La plupart des copains de Matt aimaient bidouiller des petits programmes sympa. Matt avait ainsi dessiné deux voitures de course qu’il avait modifiées et même engagées dans des compétitions virtuelles. David quant à lui avait un autre genre de passe-temps : il développait des modules d’exploration et des engins spatiaux qui fonctionnaient aussi bien que tout ce qu’avait pu produire la NASA – en Ervé, tout du moins.
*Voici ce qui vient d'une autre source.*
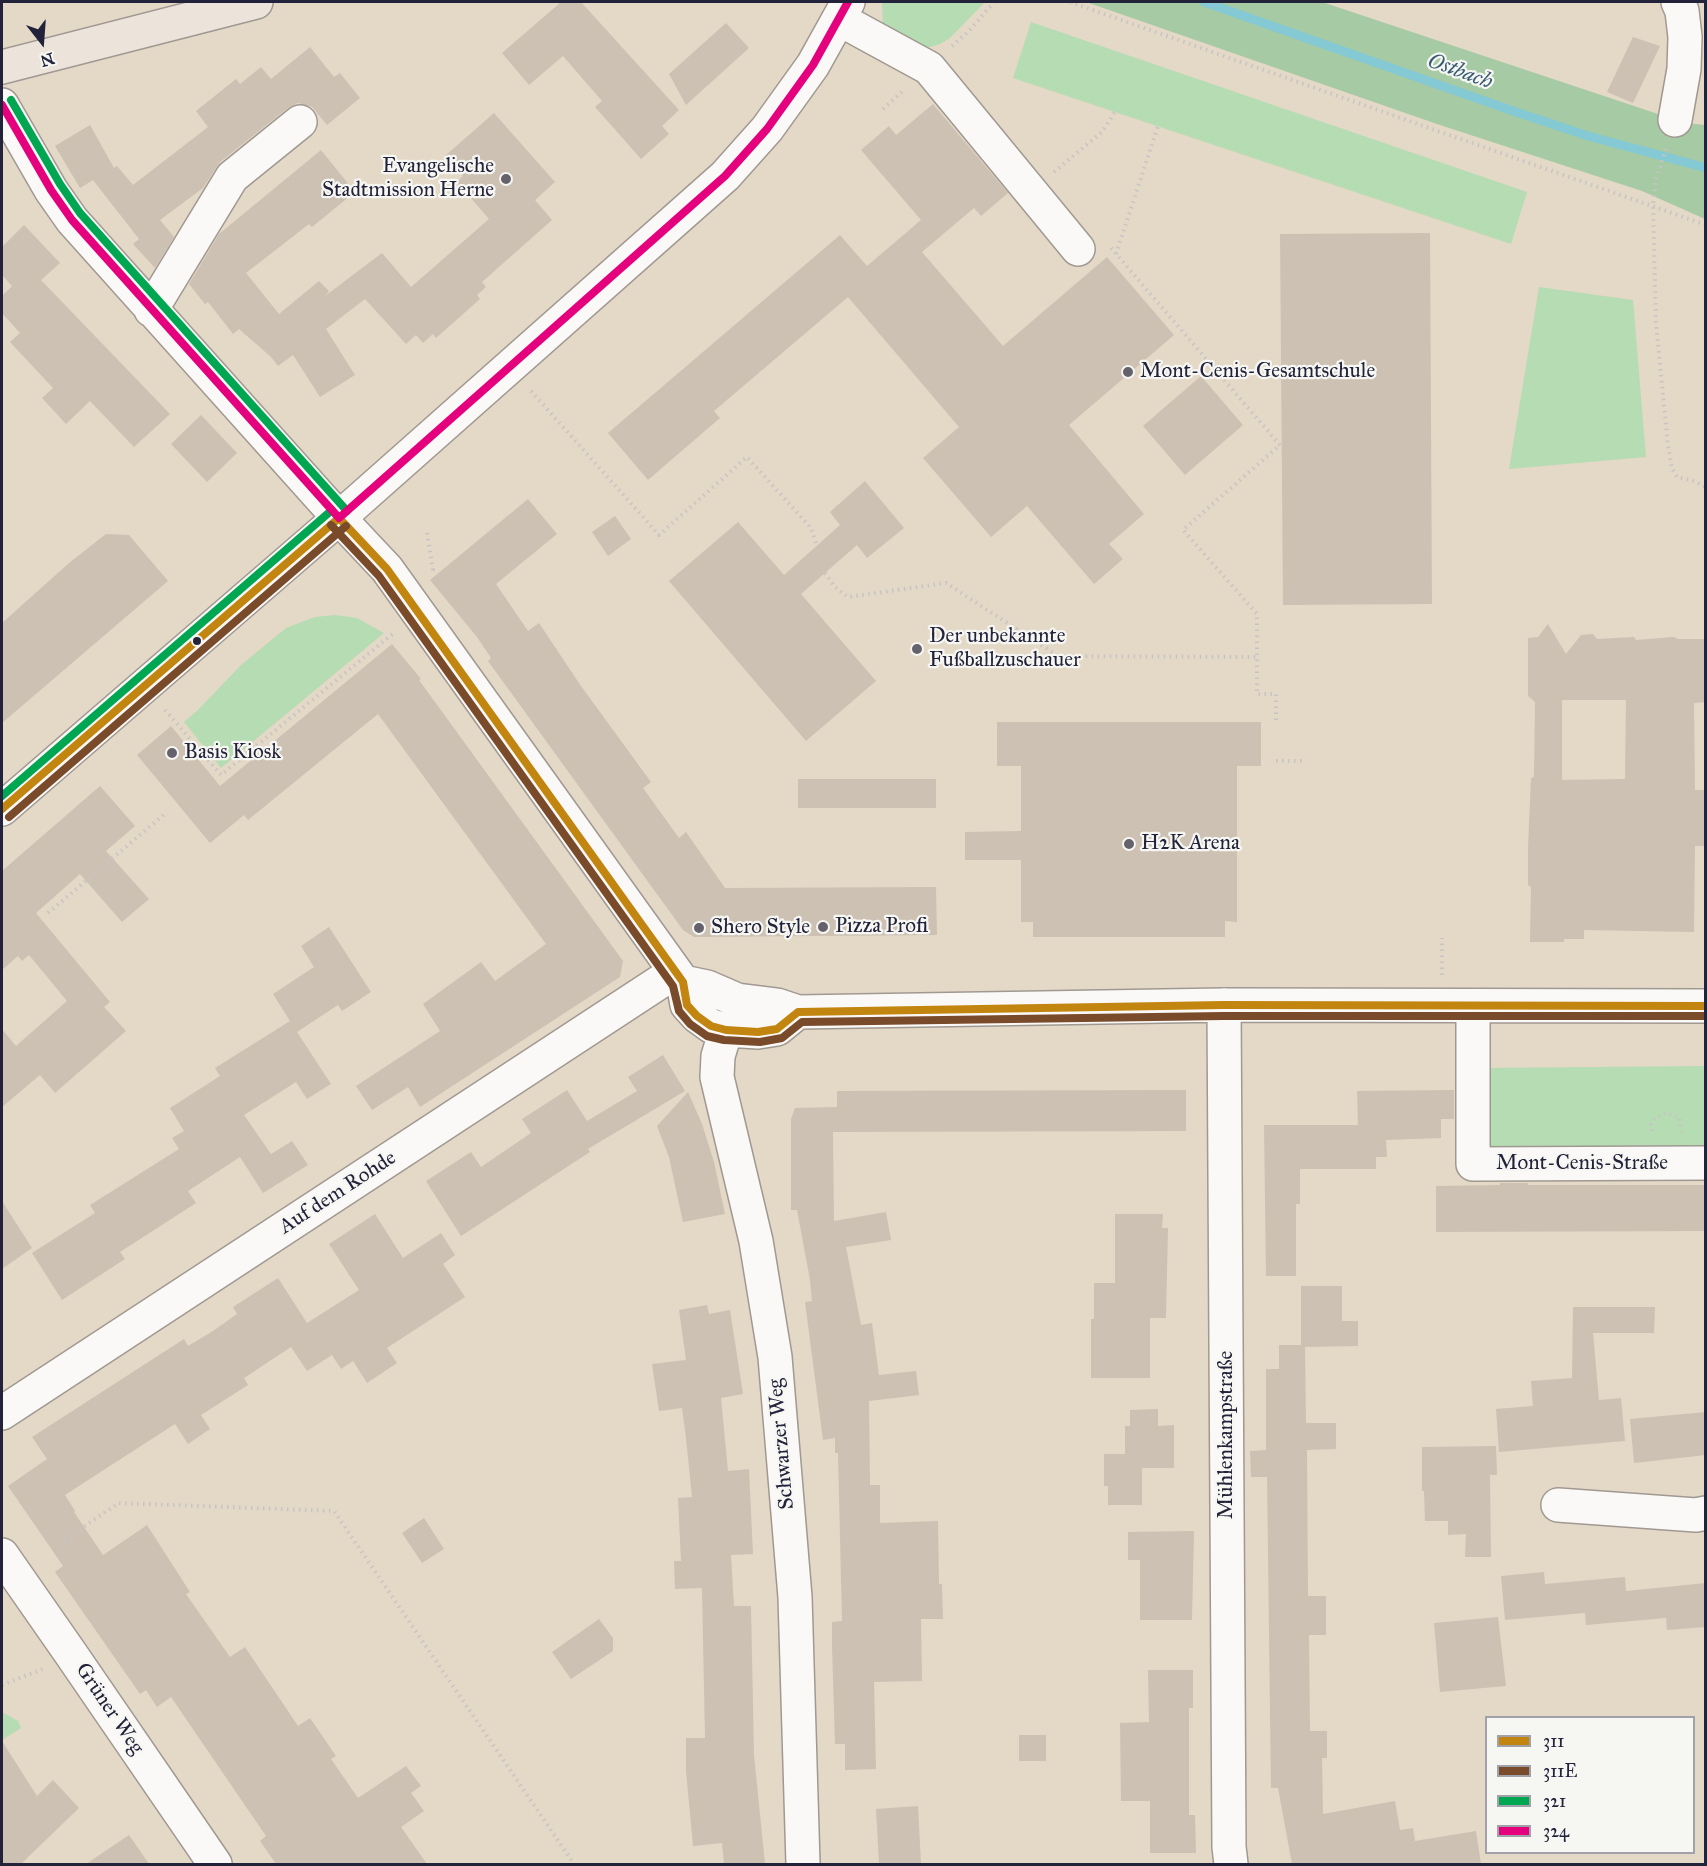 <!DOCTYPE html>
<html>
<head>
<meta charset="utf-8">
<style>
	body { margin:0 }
	#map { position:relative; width:1707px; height:1866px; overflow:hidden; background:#e4d8c7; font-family:"IM FELL Great Primer",serif }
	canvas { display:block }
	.frame { position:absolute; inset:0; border:3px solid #22223b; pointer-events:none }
	.legend { position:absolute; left:1485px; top:1716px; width:210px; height:138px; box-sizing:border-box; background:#f6f6f2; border:2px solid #a1a1a9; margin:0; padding:8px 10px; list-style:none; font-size:18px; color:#22223b }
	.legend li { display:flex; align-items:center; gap:12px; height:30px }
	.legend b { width:30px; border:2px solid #a1a1a9 }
	.north { position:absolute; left:12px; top:12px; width:60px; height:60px; -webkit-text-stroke:4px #f6f6f2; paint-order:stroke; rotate:163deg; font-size:16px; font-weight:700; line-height:24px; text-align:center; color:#22223b }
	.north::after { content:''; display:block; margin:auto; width:21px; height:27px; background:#22223b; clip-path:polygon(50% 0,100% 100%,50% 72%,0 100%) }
</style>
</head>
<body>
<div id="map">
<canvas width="1707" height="1866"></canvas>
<div class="frame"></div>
<ul class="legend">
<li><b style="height:8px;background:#c2850f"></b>311</li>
<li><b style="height:8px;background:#7a4b2a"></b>311E</li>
<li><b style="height:8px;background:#00a651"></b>321</li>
<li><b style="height:8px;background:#e5007d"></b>324</li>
</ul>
<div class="north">N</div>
</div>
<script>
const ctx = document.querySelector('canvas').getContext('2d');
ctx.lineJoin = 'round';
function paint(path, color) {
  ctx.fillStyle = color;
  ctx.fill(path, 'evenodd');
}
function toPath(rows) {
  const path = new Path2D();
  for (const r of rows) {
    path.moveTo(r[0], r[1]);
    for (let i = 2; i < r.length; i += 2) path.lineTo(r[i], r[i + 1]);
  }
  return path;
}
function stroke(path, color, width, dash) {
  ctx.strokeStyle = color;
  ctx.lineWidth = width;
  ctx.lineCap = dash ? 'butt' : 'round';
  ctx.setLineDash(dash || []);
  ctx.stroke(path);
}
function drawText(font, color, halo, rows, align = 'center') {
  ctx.font = font + ' "IM FELL Great Primer",serif';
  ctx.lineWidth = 4.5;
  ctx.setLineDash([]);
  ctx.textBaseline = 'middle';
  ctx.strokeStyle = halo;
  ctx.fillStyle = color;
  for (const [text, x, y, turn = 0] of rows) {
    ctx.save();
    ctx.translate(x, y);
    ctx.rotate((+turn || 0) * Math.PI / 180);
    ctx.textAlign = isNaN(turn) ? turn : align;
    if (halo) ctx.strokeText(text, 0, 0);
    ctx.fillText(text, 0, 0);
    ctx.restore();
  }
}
const green = toPath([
	[882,2,985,2,950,38,940,44,927,48,883,30],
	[1031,22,1527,192,1511,244,1013,78],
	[1539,287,1633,300,1646,457,1509,469],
	[335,615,357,618,384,633,221,768,184,722,198,710,241,665,286,628,315,617],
	[1705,1066,1705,1150,1486,1148,1484,1068],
	[2,1712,18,1721,21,1728,2,1740]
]);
const forest = toPath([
	[1086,2,1322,2,1685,123,1705,125,1705,219,1642,191,1437,124]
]);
const stream = toPath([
	[1204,2,1513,111,1588,136,1706,168]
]);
const building = toPath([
	[561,2,581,2,679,110,662,126,669,134,641,159,595,107,602,101,563,56,529,85,502,53],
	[726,23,749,48,686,105,669,74],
	[1633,37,1660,46,1633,103,1607,92],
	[310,47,334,77,340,73,360,98,327,125,312,107,298,103,289,107,220,162,203,188,160,220,174,237,155,268,133,244,139,239,93,180,80,188,55,146,90,125,114,168,117,166,133,185,208,127,196,111,236,79,240,84,261,67,271,79],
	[933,104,1008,193,981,216,974,208,922,252,1003,346,1107,257,1174,335,1069,425,1144,514,1109,544,1123,559,1094,584,1027,506,991,537,923,458,959,427,848,297,714,411,720,418,648,480,608,433,840,235,867,266,921,220,861,150,889,126,896,135],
	[494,113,555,182,535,200,552,220,482,282,486,287,477,295,480,299,436,338,433,334,423,343,416,335,406,344,365,299,326,329,355,375,320,397,293,355,278,366,271,357,239,329,233,334,208,302,205,304,189,284,219,234,321,150,355,192,312,227,309,224,246,273,279,314,319,281,329,291,325,296,382,253,411,287,489,219,457,182,463,176,445,156],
	[24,225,60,263,41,280,170,414,134,447,90,401,66,424,42,398,53,388,10,342,20,333,2,313,2,296,12,286,2,275,2,247],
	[1430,233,1432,604,1283,605,1280,234],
	[1201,376,1243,425,1185,475,1143,426],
	[201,415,237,453,207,482,171,444],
	[865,481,904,528,867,558,857,545,801,594,876,681,806,741,669,581,738,522,784,575,840,525,830,512],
	[528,499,557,534,496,584,528,631,539,623,581,686,651,782,643,788,679,838,686,832,725,888,936,887,937,935,694,937,683,930,488,661,491,658,477,637,430,580],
	[615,516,631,539,608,556,592,532],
	[106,534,129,535,168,581,2,723,2,623,69,563],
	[1548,624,1566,654,1581,635,1593,634,1597,639,1634,637,1636,640,1674,637,1678,639,1706,639,1706,702,1694,703,1695,790,1706,790,1706,846,1695,846,1694,932,1584,930,1584,939,1564,939,1564,942,1530,942,1531,887,1528,885,1528,848,1531,778,1534,777,1535,702,1528,696,1528,638,1538,637],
	[1562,700,1626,700,1625,779,1562,780],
	[392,644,421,679,419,680,623,961,620,977,420,1107,408,1087,372,1110,356,1086,440,1031,423,1004,481,962,495,981,546,944,378,714,248,820,244,815,210,843,137,755,171,726,220,786],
	[997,722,1261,722,1261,766,1237,766,1237,922,1225,921,1225,937,1033,937,1033,922,1021,922,1021,860,965,860,965,832,1021,831,1021,766,997,766],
	[798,779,936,779,936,808,798,808],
	[100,786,135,826,106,851,149,899,122,922,80,874,36,913,110,1002,104,1007,126,1031,55,1093,40,1075,2,1107,2,1029,16,1046,67,1001,29,955,22,961,18,956,2,970,2,871],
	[329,927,371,992,342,1011,338,1005,297,1032,331,1084,307,1099,296,1082,244,1115,271,1154,292,1141,308,1165,263,1193,240,1157,188,1191,196,1203,120,1252,125,1259,62,1300,32,1253,95,1213,90,1205,179,1149,172,1138,184,1131,170,1108,220,1076,215,1068,290,1021,273,994,314,967,301,946],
	[663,1055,685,1091,588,1149,590,1152,461,1236,426,1181,471,1152,481,1167,531,1133,522,1119,567,1090,587,1121,637,1091,628,1077],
	[1186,1090,1186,1131,833,1132,834,1221,886,1212,891,1240,846,1247,861,1325,872,1323,879,1375,916,1371,919,1395,869,1401,870,1485,880,1485,880,1523,938,1521,939,1584,942,1584,943,1619,921,1619,922,1681,874,1682,876,1769,845,1770,845,1744,835,1744,832,1647,832,1622,842,1621,838,1453,835,1453,835,1438,823,1440,805,1302,812,1301,810,1280,797,1210,791,1210,791,1119,795,1108,837,1107,837,1091],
	[1454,1090,1454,1119,1441,1119,1441,1138,1386,1140,1387,1157,1376,1157,1376,1169,1300,1169,1300,1204,1296,1204,1296,1276,1266,1276,1264,1125,1358,1125,1357,1091],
	[688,1092,702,1124,714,1162,725,1214,683,1222,669,1157,657,1126],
	[1500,1183,1528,1183,1528,1185,1706,1185,1706,1231,1436,1232,1436,1186,1500,1185],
	[2,1201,32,1248,2,1269],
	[375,1214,403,1258,441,1233,455,1255,443,1264,465,1297,387,1348,397,1363,367,1383,353,1361,341,1369,332,1355,307,1371,291,1347,244,1378,248,1385,201,1415,210,1429,188,1444,175,1424,65,1495,75,1511,74,1512,103,1555,147,1525,190,1592,186,1594,230,1657,245,1647,298,1726,310,1718,336,1756,331,1759,358,1798,406,1766,421,1786,411,1793,424,1811,401,1827,427,1864,276,1864,260,1841,266,1836,171,1697,157,1707,146,1690,140,1694,55,1572,63,1566,8,1486,47,1459,32,1437,184,1339,188,1346,213,1331,237,1314,233,1307,278,1278,307,1323,359,1290,329,1244],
	[1115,1214,1163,1214,1162,1228,1168,1228,1166,1318,1150,1318,1150,1378,1091,1378,1091,1319,1094,1319,1094,1283,1115,1283],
	[1301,1286,1342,1286,1342,1321,1358,1321,1358,1346,1305,1347,1306,1423,1336,1423,1336,1449,1307,1450,1308,1596,1326,1596,1326,1635,1309,1635,1310,1731,1327,1731,1327,1758,1322,1758,1323,1814,1395,1801,1400,1830,1413,1828,1415,1841,1476,1831,1481,1864,1292,1864,1278,1788,1271,1788,1267,1477,1251,1477,1250,1451,1266,1450,1266,1369,1279,1369,1279,1345,1301,1345],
	[707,1305,709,1314,730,1310,743,1394,721,1398,728,1471,749,1469,753,1554,731,1555,734,1606,751,1606,754,1755,765,1864,724,1864,722,1843,693,1846,686,1771,686,1738,705,1738,702,1588,675,1589,674,1561,681,1561,678,1498,692,1497,686,1438,682,1408,659,1411,652,1364,686,1360,679,1310],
	[1573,1307,1655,1307,1654,1333,1593,1333,1599,1400,1621,1398,1625,1441,1499,1452,1496,1409,1533,1406,1531,1381,1572,1378],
	[1158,1409,1158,1426,1174,1425,1174,1468,1142,1468,1142,1505,1108,1505,1108,1486,1104,1486,1104,1454,1125,1454,1125,1426,1130,1426,1130,1410],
	[1706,1412,1706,1455,1634,1463,1630,1419],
	[1496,1446,1497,1475,1490,1475,1491,1557,1465,1557,1466,1534,1448,1535,1448,1521,1425,1521,1424,1491,1422,1491,1422,1447],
	[424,1518,444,1549,422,1563,402,1533],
	[1194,1531,1192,1620,1140,1620,1140,1560,1128,1560,1128,1532],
	[1544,1572,1545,1584,1625,1577,1626,1591,1706,1583,1706,1627,1667,1630,1666,1618,1586,1625,1585,1613,1505,1620,1501,1576],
	[1498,1617,1506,1686,1440,1692,1434,1623],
	[599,1619,613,1638,613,1651,571,1679,552,1652],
	[1148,1670,1193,1670,1193,1708,1189,1708,1189,1815,1195,1815,1196,1853,1150,1853,1150,1801,1121,1801,1120,1723,1149,1722],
	[1019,1735,1046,1735,1046,1761,1019,1761],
	[2,1741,37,1796,53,1780,79,1808,21,1864,2,1864],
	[918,1806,921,1864,879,1864,876,1809],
	[129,1835,149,1864,86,1864]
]);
const path = toPath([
	[1070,2,1706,225],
	[952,46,969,31,994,2],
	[883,109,904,90],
	[1666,149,1656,179,1653,205,1656,323,1668,446,1672,468,1677,477,1694,481,1706,487],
	[1054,172,1102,132,1115,112],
	[1111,248,1280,445,1183,530,1257,614,1257,694,1276,694,1276,722],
	[1116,254,1158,126],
	[531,391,659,535,747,457,811,528,817,546],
	[427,533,433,570,429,572],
	[825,573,835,587,848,597,946,583,1058,656,1257,657],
	[165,710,221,775,395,632],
	[1276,761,1303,761],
	[48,913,167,812],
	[1442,975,1442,938],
	[1652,1131,1651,1125,1655,1118,1665,1113,1679,1117,1681,1132],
	[67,1549,62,1541,119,1503,334,1511,574,1864],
	[2,1685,43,1669]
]);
const minor = toPath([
	[839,19,929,68,1078,249],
	[2,105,51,190,72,220,339,518,387,569,683,982,687,1005,697,1016,711,1026,726,1030,758,1032,777,1029,798,1012],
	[1675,120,1684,69,1685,37,1682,11,1678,2],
	[151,310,232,177,300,122],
	[2,809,339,518,725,176,767,129,813,65,848,2],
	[683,982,707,987,737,1000,777,1005,798,1012,1224,1005,1706,1006],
	[1224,1005,1229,1847,1231,1864],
	[1473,1006,1473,1164,1706,1163],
	[726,1030,718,1056,717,1077,756,1241,775,1357,795,1597,803,1864],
	[2,1413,675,972],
	[1558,1505,1696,1515,1706,1513],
	[2,1555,71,1654,215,1864]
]);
const major = toPath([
	[2,67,256,2]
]);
const bus1 = toPath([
	[339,518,387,569,683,982,687,1005,697,1016,711,1026,726,1030,758,1032,777,1029,798,1012,1224,1005,1706,1006],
	[2,809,339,518]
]);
const bus2 = toPath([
	[331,525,379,576,673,986,679,1011,690,1024,707,1036,724,1040,760,1042,782,1038,802,1022,1224,1016,1706,1016],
	[9,817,346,526]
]);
const bus3 = toPath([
	[11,100,60,184,80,213,347,511],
	[2,796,332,510]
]);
const bus4 = toPath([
	[2,105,51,190,72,220,339,518],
	[339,518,725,176,767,129,813,65,848,2]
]);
const markers = [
	[506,179,6,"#66626c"],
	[1128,372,6,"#66626c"],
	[197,641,5,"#22223b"],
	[917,649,6,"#66626c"],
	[172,753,6,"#66626c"],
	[1129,844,6,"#66626c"],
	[823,927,6,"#66626c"],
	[699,928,6,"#66626c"]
];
const poiNames = [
	["Evangelische",494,167,"right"],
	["Stadtmission Herne",494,191,"right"],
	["Mont-Cenis-Gesamtschule",1140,372],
	["Der unbekannte",929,637],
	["Fußballzuschauer",929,661],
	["Basis Kiosk",184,753],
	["H2K Arena",1141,844],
	["Pizza Profi",835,927],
	["Shero Style",711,928]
];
const streetNames = [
	["Mont-Cenis-Straße",1582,1164],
	["Auf dem Rohde",338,1193,-33],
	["Mühlenkampstraße",1227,1435,-90],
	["Schwarzer Weg",782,1444,-95],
	["Grüner Weg",109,1709,56]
];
const waterNames = [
	["Ostbach",1460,72,20]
];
paint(green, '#b5dcb2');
paint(forest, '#a6caa4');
stroke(stream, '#84c9d3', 9);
paint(building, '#cdc1b3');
stroke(minor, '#a09992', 36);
stroke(major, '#a09992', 36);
stroke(path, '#c7c5c3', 4, [1.5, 4.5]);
stroke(minor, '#fbf9f7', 33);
stroke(major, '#ece3da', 33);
stroke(bus1, '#c2850f', 8);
stroke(bus2, '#7a4b2a', 8);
stroke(bus3, '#00a651', 8);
stroke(bus4, '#e5007d', 8);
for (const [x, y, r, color] of markers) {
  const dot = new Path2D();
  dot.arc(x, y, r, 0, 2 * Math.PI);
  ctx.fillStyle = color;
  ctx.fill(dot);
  stroke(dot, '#f6f6f2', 2);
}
drawText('21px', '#22223b', '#f6f6f2', poiNames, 'left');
drawText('21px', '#22223b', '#f6f6f2', streetNames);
drawText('italic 22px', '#365a72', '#f6f6f2', waterNames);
</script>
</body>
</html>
David parut quelque peu surpris : « J’y avais pas pensé, avoua-t-il. Mais t’as raison. On pourrait essayer de traquer des sources d’émission, des concentrations d’énergie inhabituelles et travailler à partir de là. »
Il ouvrit une boîte de plaques-mémoire neuves et en inséra une vierge dans son ordinateur. « Je vais commencer par faire une copie de ma sonde, ça nous permettra de vérifier qu’elle n’a pas été altérée après avoir exploré ton système. »
Il donna une série d’instructions à la machine, puis se tourna vers Matt, tout sourire : « T’as envie de voir à quoi ressemble ton Ervé, vue de l’extérieur ?
– Je pense que tu t’en tirerais mieux en te bornant à un contrôle par télémétrie. »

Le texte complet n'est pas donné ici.